Suspension trauma or orthostatic intolerance is defined as “a natural human reaction to being upright and immobile, where a complex combination of blood pooling in the legs and cardio respiratory restriction leads to unconsciousness,” according to Dynamic Rescue Systems’ blog.
The most commonly seen form of this is soldiers fainting during parade. Whenever the body is kept in a vertical position with no or little movement for more than a couple of minutes, the blood begins to pool in the legs. This can then cause a person to faint in less than three minutes. As long as they have not sustained any injuries from the fall, once horizontal they will quickly regain consciousness.
However if the person is kept in an upright position as they would be while suspended in a harness, they can die within as little as five minutes after becoming unconscious.
As the blood pools in the legs, the heart begins to beat faster in an attempt to provide more blood to the brain. As less and less blood is returned to the heart, blood pressure quickly drops and the heart slows. Death is now only minutes away.
This is exactly what occurred to an electrician who was lowered into a pit to work on an electrical board situated on the wall. He was suspended in a harness while working. He became unconscious within five minutes. Unfortunately, his work colleagues did not realise this, and after 15 minutes, they pulled a dead body from the pit.
Rescue after a fall
Even a short fall of only 500 millimetres will cause tremendous force to be exerted back through the body. This will no doubt cause the person to go into shock. Therefore it is imperative that the victim be rescued as quickly as possible.

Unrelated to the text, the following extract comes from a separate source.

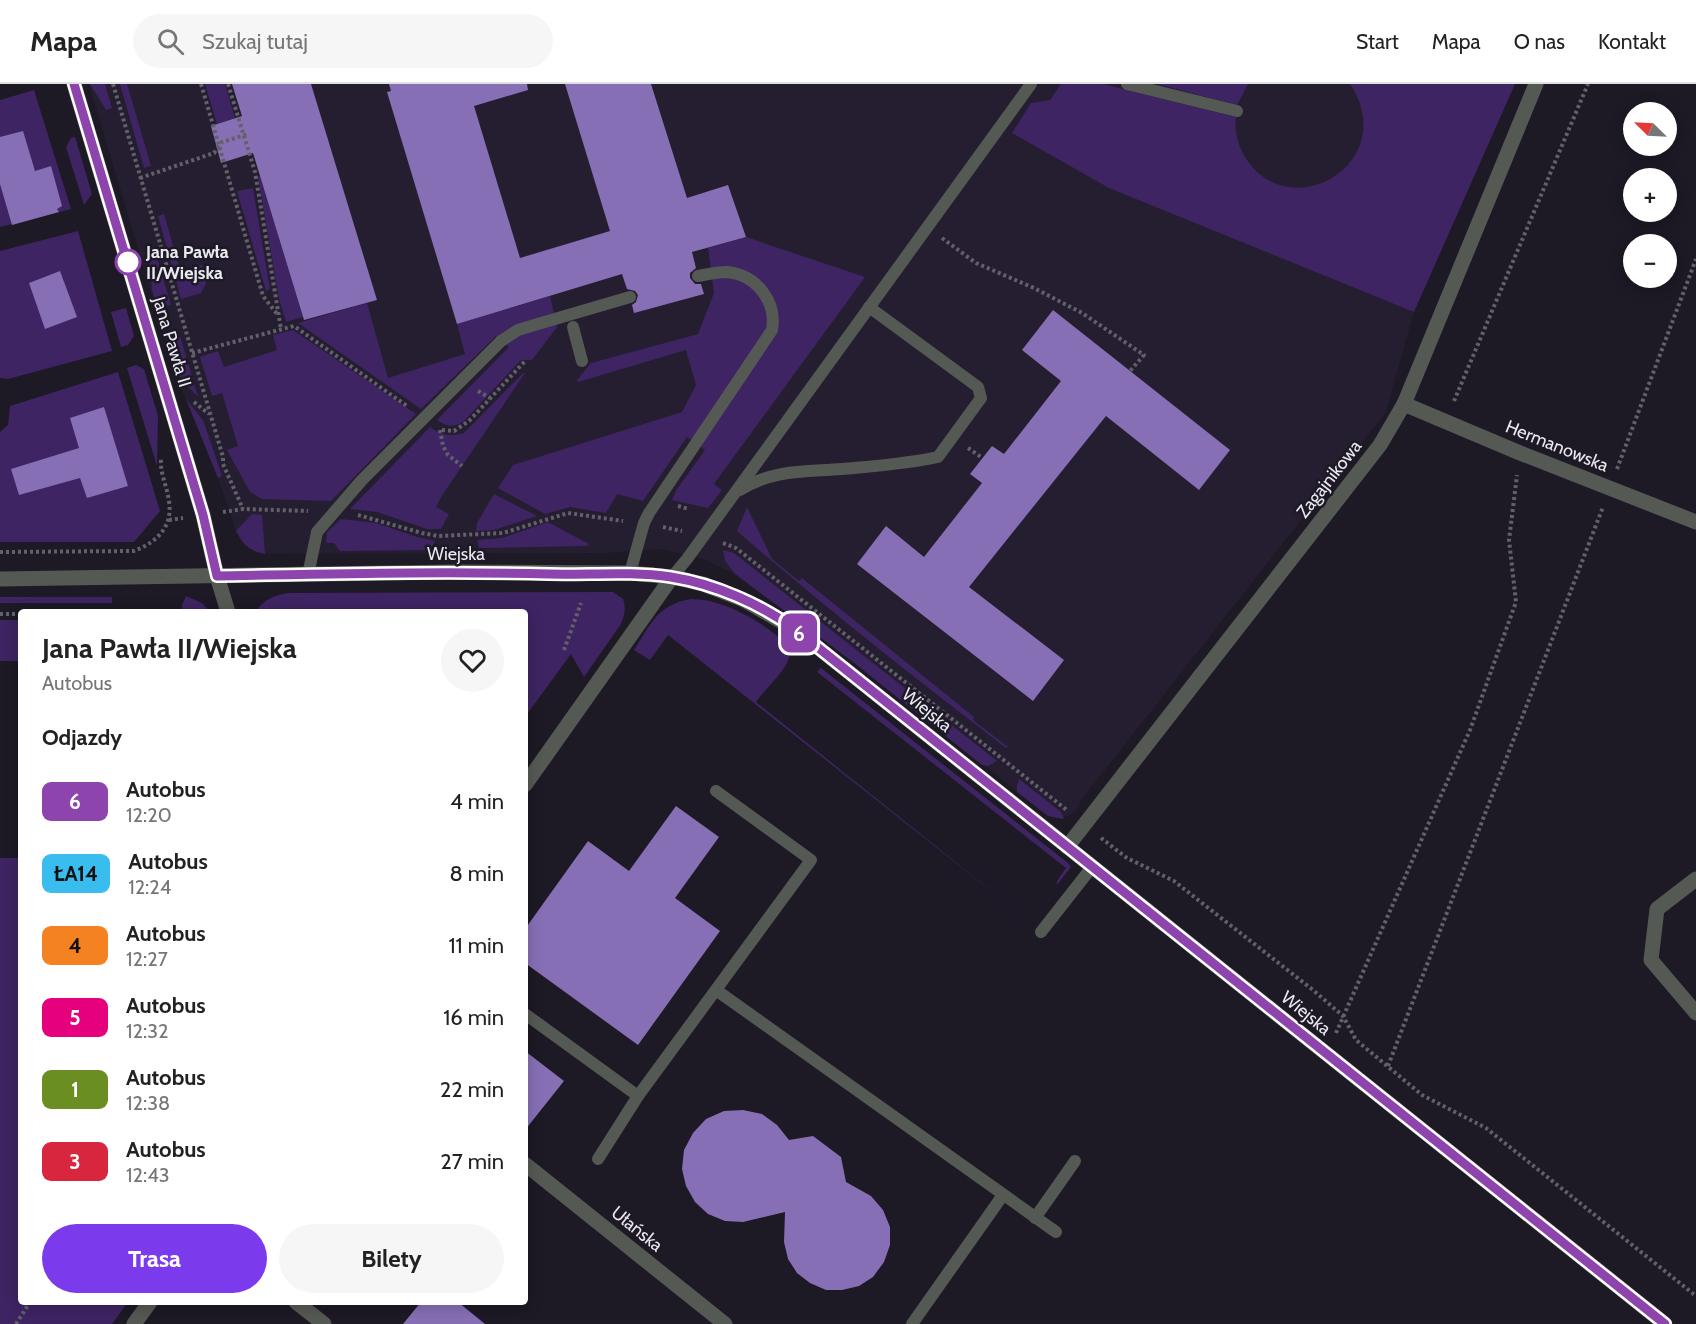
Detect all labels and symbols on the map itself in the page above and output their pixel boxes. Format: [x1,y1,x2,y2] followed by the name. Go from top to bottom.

Managing the Risk of Falls at Workplaces Code of Practice 2011 states that the person should be rescued in less than five minutes. Section 80 of the Work Health and Safety Regulation 2011 requires that the owner of a fall arrest system “must establish emergency procedures, including rescue procedures, in relation to the use of the system”. (Section 80(2))
Section 3 goes on to state, “The person [system owner] must ensure that the emergency procedures are tested so that they are effective.”
The rescue plan and equipment must be tested in a real life scenario.
Section 4 requires that the workers using the system must also be adequately trained so that in the event of a fall all personnel are well drilled in how to safely conduct the rescue. Section 4 states that “The person [system owner] must provide relevant workers with suitable and adequate information, training and instruction in relation to the emergency procedures.”
It is not just a “good idea” or “best practice” to have a rescue plan for a fall arrest system and training for those involved in how to use the rescue equipment. It is a legal requirement. In the panic of seeing a fellow worker fall and then hang over the edge of a building time will go very quickly. Only well drilled and trained workers will be able to bring the victim to the ground safely in less than five minutes. The consequences of a rescue taking too long are deadly.